What's the big picture effect?

On a global scale, concussion-related lawsuits have already arisen. In 2016, the US Supreme Court approved the National Football League’s (NFL) settlement which is approximated to amount to $1 billion of compensation for thousands of retired NFL players who experienced brain injuries. In addition to this settlement, stricter concussion protocols developed over time, including: spotters and neurotrauma experts who observe players during games, a medical tent readily available on the sidelines of the pitch for concussion assessment, as well as the threats of fines of up to $150,000 from the NFL’s Head, Neck and Spine Committee for non-compliance with these protocols. 

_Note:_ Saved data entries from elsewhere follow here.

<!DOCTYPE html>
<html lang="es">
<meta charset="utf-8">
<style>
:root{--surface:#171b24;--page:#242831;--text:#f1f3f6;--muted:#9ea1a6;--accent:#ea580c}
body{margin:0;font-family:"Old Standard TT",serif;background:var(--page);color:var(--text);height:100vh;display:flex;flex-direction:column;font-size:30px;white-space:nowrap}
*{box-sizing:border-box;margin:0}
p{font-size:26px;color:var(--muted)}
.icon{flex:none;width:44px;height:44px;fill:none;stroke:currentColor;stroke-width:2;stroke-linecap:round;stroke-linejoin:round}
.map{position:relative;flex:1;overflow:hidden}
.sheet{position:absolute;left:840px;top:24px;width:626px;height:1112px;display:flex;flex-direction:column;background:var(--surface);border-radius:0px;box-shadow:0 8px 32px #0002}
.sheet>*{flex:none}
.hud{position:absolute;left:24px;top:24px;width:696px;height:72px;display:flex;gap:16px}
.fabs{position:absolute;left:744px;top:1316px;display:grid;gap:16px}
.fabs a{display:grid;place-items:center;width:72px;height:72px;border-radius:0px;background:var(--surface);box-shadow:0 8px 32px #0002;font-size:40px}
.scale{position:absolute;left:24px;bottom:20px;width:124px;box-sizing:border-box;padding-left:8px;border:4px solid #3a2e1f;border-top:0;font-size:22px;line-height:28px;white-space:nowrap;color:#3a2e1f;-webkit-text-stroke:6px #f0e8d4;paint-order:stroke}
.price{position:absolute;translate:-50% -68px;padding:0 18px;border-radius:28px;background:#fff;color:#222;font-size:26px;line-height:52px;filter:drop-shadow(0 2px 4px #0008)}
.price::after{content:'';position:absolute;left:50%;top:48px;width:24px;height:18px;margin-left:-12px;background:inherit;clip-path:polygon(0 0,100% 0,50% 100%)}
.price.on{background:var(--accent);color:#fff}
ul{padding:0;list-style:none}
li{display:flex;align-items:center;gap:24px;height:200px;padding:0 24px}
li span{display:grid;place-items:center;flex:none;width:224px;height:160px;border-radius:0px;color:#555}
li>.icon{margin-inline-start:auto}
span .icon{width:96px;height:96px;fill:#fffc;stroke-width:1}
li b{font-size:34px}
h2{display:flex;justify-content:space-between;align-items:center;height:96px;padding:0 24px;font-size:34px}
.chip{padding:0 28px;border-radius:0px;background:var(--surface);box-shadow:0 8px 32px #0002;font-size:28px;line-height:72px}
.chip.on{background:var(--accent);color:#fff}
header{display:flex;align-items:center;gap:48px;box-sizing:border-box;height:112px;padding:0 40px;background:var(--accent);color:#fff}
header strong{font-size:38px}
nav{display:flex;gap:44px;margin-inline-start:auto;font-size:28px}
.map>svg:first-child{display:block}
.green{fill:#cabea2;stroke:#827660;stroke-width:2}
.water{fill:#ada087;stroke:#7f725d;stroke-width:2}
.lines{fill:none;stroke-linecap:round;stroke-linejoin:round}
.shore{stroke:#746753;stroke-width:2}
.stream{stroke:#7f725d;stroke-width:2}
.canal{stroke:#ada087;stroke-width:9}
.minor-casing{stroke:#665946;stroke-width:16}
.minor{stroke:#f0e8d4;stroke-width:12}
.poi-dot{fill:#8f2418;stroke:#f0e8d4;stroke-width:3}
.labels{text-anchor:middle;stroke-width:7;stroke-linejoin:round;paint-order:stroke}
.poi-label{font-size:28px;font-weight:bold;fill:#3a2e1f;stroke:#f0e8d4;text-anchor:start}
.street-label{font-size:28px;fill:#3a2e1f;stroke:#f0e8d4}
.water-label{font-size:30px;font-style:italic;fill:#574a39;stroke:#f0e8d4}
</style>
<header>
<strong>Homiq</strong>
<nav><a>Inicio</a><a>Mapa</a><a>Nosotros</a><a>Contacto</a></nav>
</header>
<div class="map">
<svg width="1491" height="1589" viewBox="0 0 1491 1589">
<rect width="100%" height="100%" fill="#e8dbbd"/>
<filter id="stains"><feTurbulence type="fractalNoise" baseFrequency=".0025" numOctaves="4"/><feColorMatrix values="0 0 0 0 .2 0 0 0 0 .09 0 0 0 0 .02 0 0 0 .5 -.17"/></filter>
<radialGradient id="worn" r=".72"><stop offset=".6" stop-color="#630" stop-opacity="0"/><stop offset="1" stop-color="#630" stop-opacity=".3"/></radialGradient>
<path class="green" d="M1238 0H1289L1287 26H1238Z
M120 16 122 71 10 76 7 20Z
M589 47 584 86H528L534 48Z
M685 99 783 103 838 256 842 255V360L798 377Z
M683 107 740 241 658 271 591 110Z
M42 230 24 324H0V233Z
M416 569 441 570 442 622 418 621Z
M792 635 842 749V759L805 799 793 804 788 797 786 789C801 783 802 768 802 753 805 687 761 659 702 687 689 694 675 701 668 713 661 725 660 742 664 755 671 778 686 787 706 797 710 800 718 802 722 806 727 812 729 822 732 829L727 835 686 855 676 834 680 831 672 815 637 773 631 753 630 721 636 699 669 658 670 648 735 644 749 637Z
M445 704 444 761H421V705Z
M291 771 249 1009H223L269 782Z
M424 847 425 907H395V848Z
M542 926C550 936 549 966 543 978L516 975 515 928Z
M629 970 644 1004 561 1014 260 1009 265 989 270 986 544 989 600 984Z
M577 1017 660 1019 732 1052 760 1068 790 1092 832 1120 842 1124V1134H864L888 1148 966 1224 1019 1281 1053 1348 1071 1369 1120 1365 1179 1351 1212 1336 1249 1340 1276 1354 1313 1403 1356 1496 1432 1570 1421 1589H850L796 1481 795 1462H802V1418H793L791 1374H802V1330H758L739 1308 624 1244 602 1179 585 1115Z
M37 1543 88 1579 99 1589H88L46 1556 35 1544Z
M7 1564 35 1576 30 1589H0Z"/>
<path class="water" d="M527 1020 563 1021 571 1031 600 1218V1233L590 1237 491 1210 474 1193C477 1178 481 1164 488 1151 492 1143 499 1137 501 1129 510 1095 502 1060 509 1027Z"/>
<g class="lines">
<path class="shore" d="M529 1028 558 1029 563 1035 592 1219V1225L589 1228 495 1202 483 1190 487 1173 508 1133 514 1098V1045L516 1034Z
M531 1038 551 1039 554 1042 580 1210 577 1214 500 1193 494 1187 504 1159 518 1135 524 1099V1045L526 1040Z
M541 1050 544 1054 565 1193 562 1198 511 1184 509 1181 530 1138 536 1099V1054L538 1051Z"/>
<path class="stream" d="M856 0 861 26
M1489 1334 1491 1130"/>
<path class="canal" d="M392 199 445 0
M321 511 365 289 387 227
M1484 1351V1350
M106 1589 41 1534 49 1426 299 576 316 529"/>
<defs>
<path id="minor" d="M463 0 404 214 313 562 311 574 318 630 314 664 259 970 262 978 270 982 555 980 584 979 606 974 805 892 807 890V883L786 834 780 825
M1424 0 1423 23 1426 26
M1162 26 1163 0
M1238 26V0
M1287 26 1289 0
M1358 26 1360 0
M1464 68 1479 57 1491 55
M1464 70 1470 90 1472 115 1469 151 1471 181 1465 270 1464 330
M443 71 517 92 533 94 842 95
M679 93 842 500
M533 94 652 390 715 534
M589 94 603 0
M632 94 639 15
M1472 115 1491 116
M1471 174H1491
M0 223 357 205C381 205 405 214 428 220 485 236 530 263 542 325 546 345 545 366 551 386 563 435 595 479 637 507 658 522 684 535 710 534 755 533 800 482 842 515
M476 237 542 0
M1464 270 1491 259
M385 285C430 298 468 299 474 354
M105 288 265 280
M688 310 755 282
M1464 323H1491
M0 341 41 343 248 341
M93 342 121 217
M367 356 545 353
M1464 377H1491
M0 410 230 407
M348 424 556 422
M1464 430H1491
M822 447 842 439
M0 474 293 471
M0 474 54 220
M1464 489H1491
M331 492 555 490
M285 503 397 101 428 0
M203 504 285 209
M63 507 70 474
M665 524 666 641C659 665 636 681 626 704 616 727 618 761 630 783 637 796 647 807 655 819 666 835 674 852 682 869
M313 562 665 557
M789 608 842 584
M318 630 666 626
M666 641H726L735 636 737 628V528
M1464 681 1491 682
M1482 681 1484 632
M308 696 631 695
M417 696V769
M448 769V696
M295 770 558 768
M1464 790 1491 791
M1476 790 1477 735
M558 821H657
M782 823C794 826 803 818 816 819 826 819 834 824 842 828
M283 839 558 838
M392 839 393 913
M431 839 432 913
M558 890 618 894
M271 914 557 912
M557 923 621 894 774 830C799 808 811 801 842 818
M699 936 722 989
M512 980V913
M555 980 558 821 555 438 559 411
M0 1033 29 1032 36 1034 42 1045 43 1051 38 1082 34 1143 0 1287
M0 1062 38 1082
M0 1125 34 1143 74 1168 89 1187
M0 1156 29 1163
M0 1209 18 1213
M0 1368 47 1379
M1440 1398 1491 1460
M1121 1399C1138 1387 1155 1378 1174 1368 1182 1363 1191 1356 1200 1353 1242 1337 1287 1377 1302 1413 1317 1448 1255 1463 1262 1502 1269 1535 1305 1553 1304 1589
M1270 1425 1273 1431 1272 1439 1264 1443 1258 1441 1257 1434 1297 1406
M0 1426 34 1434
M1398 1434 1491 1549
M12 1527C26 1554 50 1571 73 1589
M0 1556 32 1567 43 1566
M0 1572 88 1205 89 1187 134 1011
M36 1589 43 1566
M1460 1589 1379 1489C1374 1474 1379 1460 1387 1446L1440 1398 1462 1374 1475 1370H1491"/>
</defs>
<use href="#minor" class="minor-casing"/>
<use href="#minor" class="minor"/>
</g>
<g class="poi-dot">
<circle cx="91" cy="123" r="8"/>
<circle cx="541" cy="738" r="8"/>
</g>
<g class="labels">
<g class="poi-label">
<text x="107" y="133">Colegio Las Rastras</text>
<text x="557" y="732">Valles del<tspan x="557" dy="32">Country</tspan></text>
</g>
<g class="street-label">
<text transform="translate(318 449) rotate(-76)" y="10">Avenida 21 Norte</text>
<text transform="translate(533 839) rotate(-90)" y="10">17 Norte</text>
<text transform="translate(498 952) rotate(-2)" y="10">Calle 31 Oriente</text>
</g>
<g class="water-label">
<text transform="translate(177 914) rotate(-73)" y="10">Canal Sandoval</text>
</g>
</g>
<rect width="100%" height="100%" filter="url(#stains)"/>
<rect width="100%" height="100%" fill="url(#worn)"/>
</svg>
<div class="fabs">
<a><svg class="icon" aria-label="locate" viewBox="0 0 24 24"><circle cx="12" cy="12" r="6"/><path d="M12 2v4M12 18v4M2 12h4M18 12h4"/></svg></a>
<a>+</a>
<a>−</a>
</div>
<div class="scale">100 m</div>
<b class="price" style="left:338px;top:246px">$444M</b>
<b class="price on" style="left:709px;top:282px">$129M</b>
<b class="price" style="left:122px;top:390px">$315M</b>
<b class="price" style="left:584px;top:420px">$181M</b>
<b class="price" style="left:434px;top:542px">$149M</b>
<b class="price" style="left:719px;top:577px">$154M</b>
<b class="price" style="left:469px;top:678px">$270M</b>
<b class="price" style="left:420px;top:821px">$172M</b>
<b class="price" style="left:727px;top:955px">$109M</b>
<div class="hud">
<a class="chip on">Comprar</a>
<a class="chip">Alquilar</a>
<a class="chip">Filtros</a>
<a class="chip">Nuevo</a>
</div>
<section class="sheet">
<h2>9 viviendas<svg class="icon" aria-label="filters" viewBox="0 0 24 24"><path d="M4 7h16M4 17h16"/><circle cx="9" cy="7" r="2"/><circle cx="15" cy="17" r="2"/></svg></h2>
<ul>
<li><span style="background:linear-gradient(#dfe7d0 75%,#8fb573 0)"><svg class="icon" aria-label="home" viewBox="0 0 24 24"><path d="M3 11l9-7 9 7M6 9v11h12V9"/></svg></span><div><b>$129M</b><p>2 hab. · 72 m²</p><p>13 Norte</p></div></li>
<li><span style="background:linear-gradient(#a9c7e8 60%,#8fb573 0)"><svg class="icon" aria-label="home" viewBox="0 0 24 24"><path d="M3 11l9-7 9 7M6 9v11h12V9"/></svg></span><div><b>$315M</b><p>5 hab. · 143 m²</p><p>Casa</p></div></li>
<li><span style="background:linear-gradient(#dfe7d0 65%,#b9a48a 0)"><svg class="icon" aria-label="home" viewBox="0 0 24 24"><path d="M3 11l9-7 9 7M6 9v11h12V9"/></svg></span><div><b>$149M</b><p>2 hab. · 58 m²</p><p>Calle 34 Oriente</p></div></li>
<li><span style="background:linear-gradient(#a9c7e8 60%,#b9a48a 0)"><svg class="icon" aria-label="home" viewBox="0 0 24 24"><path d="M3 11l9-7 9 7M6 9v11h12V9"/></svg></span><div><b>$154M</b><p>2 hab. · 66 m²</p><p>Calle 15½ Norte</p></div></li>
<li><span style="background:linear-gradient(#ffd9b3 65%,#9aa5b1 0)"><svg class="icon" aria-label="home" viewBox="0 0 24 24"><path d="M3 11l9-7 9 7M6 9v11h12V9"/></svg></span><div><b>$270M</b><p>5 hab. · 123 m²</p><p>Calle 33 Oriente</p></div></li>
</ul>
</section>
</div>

Significantly, cases are now reaching the courtroom in the UK. At present, a group of former rugby players diagnosed with conditions such as early-onset dementia are in the process of instigating legal action against World Rugby, RFU (Rugby Football Union) and WRU (Welsh Rugby Union). Former international rugby player Michael Lipman states that these sporting organisations ‘owed them, as individual professional players, a duty to take reasonable care for their safety…in respect of the assessment, diagnosis and treatment of actual or suspected concussive and sub-concussive injuries.’ Such concerns have also extended to football, with several footballers having been diagnosed with dementia and many suspicions arising over the consequences of persistent football heading, during games and practice. 

Reports across the sporting community certainly indicate that persistent patterns between sports and brain injuries are arising. Fortunately, this Parliamentary Inquiry is suggestive of a positive step forward in the identification of responsibility attached to sporting organisations in securing appropriate responses to the risks presented by sports, as well as the demand for greater transparency as to the risks which these sports present. 

Ultimately, whether through the Inquiry itself or the pending lawsuit facing Word Rugby, one can only hope that changes are made so that future generations are protected from these foreseeable brain injuries as far as possible.